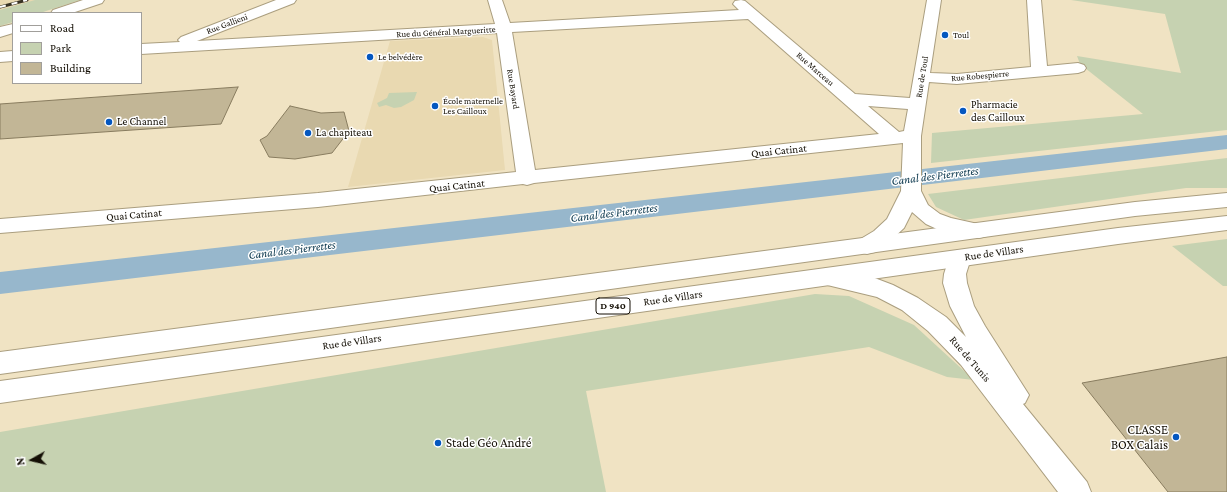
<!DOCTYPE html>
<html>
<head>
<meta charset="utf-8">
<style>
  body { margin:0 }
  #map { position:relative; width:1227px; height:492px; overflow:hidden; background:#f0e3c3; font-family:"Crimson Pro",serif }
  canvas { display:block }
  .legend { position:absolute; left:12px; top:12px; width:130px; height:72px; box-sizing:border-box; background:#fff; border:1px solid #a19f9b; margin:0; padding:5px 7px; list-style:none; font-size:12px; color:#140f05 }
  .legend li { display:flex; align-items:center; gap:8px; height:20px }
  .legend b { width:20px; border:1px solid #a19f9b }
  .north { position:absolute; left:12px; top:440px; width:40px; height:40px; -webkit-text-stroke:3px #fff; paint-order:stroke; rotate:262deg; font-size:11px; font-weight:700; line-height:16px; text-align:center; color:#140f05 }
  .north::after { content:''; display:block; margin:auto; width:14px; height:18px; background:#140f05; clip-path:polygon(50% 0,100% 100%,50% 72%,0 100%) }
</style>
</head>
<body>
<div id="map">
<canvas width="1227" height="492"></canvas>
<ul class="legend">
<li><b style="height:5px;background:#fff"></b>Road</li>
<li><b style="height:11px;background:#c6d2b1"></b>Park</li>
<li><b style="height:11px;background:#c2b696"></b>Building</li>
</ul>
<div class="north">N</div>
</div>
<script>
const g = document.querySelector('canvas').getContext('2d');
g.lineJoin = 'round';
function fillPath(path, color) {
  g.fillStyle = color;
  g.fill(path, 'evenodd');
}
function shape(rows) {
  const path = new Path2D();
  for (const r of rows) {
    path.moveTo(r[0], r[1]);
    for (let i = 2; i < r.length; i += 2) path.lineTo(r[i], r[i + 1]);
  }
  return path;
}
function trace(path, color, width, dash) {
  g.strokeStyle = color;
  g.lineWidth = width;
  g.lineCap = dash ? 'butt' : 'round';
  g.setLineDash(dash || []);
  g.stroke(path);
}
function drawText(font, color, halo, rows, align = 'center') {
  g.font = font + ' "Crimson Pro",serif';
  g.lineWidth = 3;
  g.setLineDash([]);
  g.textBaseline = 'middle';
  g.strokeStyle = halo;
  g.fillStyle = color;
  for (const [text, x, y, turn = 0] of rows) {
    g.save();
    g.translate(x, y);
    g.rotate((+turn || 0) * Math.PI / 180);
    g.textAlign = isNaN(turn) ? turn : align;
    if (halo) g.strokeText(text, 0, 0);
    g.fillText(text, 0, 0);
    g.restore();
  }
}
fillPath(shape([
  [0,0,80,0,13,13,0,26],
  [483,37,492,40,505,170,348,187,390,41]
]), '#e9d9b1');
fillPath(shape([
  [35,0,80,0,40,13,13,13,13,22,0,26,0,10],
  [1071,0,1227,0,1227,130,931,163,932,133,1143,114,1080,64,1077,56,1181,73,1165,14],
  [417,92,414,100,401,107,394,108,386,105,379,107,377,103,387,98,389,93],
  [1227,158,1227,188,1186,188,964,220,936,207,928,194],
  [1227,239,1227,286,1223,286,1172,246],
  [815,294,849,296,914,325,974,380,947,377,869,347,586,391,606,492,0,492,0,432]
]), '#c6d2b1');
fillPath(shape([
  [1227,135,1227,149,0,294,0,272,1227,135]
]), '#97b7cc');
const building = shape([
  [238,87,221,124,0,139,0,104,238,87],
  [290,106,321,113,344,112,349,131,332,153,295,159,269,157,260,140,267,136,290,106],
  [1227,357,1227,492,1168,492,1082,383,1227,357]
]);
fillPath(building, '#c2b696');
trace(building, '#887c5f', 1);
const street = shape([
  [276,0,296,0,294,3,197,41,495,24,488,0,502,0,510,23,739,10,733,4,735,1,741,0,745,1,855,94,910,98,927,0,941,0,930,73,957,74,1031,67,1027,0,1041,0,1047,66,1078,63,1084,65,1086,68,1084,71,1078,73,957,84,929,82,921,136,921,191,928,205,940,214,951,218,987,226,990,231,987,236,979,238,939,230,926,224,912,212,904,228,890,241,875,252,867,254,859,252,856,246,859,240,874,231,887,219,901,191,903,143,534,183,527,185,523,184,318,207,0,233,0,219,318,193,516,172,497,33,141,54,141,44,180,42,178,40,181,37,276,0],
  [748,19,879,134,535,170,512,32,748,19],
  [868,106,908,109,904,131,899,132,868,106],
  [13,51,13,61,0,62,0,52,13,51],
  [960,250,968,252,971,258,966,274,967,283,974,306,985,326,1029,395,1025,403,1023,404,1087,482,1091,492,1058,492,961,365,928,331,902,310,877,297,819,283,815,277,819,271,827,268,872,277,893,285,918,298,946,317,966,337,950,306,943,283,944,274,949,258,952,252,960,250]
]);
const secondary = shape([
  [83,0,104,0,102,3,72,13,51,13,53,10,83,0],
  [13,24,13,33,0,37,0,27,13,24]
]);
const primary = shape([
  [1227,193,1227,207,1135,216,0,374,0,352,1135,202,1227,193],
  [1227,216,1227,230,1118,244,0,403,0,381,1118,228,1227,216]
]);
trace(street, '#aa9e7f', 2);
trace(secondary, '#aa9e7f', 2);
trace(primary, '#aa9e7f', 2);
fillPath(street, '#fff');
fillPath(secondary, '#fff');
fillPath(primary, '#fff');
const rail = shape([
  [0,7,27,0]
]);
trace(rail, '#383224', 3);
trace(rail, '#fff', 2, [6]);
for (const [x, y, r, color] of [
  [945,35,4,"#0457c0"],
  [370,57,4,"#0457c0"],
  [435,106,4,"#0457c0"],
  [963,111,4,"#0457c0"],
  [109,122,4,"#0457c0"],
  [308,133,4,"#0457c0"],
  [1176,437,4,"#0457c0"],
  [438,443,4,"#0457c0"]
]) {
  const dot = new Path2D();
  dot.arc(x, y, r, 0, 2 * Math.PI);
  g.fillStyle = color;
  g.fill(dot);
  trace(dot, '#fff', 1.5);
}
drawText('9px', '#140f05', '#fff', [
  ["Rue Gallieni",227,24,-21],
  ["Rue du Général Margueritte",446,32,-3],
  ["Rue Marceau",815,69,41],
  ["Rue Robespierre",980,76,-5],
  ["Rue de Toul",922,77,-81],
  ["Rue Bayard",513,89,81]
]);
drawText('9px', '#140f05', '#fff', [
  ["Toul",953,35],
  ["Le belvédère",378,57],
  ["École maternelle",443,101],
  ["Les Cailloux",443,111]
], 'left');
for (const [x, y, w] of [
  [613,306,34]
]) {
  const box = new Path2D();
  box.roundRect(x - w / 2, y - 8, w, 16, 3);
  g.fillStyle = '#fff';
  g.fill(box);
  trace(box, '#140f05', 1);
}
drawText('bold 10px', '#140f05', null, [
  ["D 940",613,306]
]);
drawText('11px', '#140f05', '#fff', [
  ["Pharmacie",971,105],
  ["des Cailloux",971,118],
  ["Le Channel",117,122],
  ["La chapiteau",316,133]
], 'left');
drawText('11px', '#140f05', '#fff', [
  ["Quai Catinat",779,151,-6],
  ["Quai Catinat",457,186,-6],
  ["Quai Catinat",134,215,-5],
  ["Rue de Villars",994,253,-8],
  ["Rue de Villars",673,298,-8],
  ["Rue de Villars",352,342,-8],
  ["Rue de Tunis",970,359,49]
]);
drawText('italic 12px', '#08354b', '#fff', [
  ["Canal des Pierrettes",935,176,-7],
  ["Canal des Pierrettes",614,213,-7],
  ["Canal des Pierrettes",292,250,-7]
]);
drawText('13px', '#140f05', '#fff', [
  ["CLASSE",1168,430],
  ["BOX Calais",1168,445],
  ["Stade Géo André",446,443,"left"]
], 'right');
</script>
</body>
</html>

---

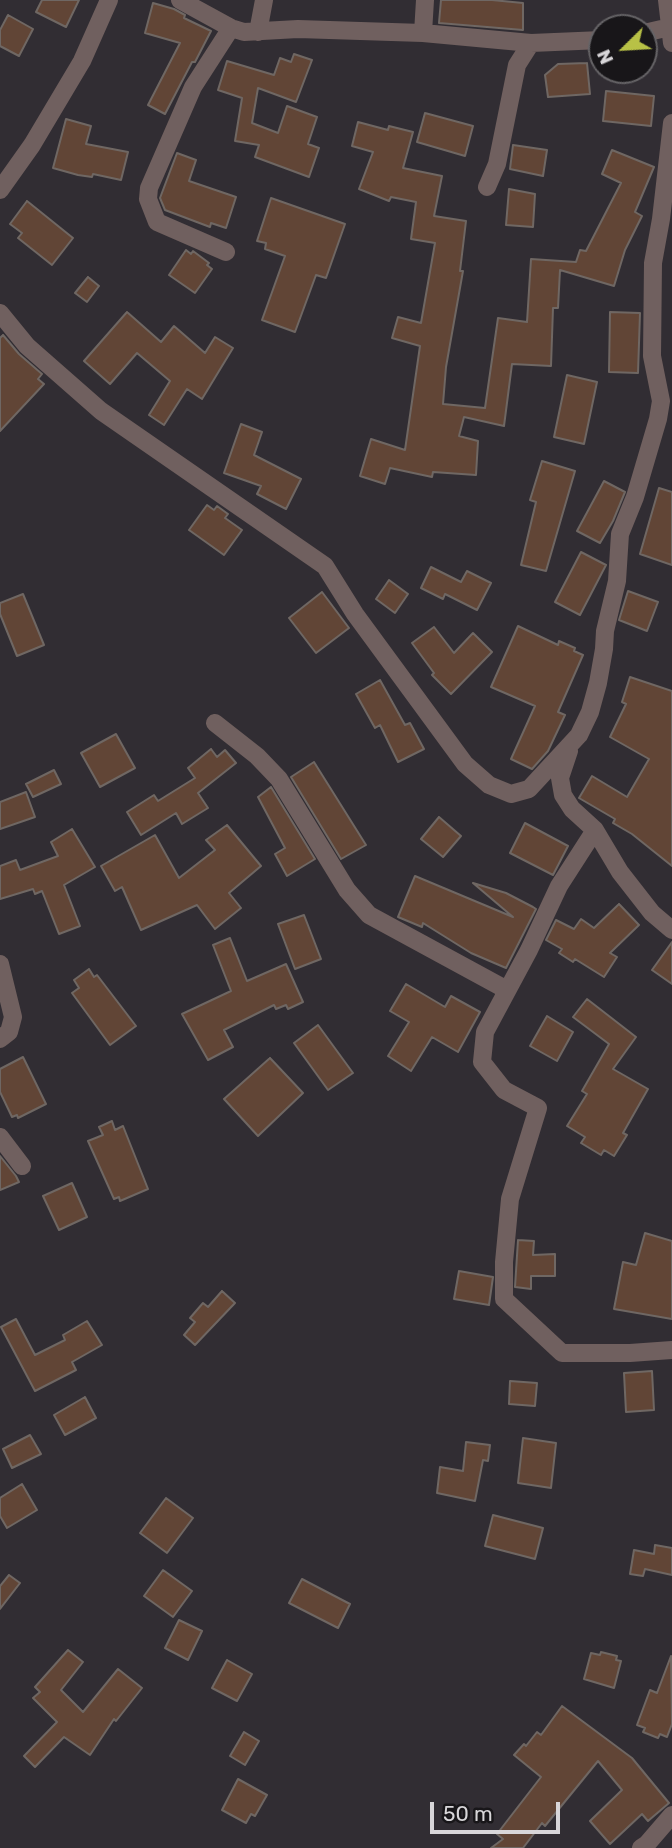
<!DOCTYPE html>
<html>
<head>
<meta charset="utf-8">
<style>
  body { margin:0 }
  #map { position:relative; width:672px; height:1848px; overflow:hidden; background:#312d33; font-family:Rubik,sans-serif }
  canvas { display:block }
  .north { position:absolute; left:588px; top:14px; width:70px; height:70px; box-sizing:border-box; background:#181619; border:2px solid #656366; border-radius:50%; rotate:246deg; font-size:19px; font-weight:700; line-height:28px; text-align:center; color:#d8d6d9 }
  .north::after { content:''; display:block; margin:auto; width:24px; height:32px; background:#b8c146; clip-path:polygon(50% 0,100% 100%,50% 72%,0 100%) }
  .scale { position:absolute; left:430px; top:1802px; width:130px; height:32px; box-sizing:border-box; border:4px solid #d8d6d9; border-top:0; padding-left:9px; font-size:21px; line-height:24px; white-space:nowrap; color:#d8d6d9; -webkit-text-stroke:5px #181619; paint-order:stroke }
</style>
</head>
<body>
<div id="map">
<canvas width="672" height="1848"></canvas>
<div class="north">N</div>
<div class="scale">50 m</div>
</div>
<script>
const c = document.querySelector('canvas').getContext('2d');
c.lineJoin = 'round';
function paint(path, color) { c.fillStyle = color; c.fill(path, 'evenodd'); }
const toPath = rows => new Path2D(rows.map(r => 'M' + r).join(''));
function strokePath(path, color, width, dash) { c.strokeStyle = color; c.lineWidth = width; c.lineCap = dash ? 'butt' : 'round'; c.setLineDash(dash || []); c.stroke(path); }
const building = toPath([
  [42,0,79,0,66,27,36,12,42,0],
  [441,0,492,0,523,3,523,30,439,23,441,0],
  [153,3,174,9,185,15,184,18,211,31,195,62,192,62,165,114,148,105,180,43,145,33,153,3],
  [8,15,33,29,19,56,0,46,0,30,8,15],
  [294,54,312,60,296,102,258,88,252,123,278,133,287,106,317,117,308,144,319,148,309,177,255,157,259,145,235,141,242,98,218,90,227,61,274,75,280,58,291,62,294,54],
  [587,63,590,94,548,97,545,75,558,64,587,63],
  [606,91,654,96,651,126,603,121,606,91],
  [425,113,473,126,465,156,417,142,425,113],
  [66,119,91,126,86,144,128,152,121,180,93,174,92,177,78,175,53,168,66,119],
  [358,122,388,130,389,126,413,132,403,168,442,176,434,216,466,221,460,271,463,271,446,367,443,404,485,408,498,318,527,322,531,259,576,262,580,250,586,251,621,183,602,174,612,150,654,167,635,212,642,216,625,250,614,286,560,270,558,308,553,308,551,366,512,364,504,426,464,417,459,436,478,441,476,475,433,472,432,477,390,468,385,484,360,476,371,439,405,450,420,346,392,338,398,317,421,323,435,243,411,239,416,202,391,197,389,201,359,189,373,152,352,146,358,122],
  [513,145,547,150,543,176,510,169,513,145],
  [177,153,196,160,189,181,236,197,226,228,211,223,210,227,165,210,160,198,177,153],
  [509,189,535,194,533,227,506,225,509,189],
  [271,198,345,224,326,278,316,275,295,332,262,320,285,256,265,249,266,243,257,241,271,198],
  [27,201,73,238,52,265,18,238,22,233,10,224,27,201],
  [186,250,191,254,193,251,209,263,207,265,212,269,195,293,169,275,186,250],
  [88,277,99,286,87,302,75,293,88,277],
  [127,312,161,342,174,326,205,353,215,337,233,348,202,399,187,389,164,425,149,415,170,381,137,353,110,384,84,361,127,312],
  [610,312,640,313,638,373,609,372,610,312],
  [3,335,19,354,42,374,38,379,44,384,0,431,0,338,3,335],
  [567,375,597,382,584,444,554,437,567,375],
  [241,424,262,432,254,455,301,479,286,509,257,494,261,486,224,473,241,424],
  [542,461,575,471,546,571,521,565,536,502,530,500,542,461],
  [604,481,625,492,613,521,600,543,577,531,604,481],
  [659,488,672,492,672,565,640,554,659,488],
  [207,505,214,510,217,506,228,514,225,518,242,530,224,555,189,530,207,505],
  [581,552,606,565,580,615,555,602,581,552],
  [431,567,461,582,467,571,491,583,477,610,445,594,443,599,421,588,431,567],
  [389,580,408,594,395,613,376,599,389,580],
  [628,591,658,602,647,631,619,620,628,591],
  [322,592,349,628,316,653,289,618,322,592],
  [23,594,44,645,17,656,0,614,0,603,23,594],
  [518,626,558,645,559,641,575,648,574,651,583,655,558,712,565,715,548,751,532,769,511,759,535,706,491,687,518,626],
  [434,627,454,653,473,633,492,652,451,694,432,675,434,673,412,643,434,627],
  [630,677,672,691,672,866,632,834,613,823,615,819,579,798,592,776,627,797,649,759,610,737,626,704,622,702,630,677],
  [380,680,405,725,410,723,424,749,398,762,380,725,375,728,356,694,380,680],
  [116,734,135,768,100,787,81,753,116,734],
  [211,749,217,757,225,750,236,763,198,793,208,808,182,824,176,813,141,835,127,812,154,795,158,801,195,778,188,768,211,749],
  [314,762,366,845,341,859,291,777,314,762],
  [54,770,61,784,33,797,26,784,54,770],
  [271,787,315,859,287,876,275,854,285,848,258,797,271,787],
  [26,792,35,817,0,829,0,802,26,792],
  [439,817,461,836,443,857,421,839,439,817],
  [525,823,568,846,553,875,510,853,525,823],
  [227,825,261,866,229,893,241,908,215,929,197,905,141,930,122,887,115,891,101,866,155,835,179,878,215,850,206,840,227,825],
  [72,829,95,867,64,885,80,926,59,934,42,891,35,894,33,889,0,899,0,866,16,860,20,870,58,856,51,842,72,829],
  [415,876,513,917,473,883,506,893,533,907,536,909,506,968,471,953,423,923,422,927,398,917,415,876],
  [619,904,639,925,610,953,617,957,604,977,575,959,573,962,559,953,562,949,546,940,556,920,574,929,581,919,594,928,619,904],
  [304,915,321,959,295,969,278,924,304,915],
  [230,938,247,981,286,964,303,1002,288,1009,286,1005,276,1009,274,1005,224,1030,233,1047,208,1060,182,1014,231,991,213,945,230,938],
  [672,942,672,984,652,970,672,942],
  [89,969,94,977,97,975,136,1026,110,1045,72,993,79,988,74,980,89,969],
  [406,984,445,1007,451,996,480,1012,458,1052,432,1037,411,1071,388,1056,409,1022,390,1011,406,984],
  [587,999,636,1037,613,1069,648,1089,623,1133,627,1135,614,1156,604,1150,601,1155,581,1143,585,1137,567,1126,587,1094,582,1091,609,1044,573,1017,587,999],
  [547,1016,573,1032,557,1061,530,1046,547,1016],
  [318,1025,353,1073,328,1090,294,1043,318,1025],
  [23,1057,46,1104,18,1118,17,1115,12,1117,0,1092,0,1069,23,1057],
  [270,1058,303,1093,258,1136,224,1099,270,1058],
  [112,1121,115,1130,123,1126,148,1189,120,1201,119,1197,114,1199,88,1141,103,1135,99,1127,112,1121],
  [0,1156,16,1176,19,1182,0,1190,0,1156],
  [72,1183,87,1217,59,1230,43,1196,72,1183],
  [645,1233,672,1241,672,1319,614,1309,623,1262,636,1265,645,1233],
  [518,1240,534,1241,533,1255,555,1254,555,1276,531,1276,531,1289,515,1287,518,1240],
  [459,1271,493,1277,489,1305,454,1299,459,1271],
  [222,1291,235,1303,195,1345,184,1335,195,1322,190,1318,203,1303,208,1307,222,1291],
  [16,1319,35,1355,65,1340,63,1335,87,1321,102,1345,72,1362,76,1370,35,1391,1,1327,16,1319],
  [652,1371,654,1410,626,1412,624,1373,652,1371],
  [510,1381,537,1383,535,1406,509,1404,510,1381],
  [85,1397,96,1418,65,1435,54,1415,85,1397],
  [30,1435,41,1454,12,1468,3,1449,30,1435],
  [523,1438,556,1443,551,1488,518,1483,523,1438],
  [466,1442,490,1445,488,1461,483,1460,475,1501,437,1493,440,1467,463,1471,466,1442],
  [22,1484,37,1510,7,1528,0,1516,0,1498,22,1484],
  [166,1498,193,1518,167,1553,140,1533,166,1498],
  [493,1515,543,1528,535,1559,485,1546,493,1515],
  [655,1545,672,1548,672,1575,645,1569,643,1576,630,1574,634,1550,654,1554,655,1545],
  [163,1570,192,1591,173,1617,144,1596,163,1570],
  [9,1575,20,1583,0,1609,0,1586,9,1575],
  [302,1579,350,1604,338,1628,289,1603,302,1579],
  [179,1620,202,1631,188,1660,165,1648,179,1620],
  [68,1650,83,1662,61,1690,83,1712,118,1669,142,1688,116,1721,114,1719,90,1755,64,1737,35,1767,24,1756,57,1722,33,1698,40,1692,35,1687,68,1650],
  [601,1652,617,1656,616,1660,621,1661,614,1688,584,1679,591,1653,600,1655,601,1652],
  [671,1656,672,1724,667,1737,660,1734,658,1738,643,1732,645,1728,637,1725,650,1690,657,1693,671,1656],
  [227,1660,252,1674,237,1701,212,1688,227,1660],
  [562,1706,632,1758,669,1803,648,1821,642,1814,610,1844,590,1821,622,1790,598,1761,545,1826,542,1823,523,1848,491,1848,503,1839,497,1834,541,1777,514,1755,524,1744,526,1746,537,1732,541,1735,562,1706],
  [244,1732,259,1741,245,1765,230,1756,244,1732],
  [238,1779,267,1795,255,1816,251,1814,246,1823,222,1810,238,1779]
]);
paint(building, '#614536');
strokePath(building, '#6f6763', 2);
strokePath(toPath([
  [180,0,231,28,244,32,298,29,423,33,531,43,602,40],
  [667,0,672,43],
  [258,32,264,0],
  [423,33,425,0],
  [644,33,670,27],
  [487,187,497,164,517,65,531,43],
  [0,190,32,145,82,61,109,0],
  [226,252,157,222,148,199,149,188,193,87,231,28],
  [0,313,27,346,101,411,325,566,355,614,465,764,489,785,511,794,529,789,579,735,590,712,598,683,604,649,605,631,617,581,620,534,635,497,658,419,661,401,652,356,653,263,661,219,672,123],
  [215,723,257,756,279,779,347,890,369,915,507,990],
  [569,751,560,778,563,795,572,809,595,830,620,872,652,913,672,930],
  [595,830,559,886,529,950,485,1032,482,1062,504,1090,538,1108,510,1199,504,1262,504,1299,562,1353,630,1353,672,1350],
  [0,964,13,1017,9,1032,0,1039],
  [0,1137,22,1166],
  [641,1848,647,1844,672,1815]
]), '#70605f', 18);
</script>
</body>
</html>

■ **Action item**:
Whenever a line holds "halo", it counts; state the total for the records and add nothing.

■ **Exercise response**:
3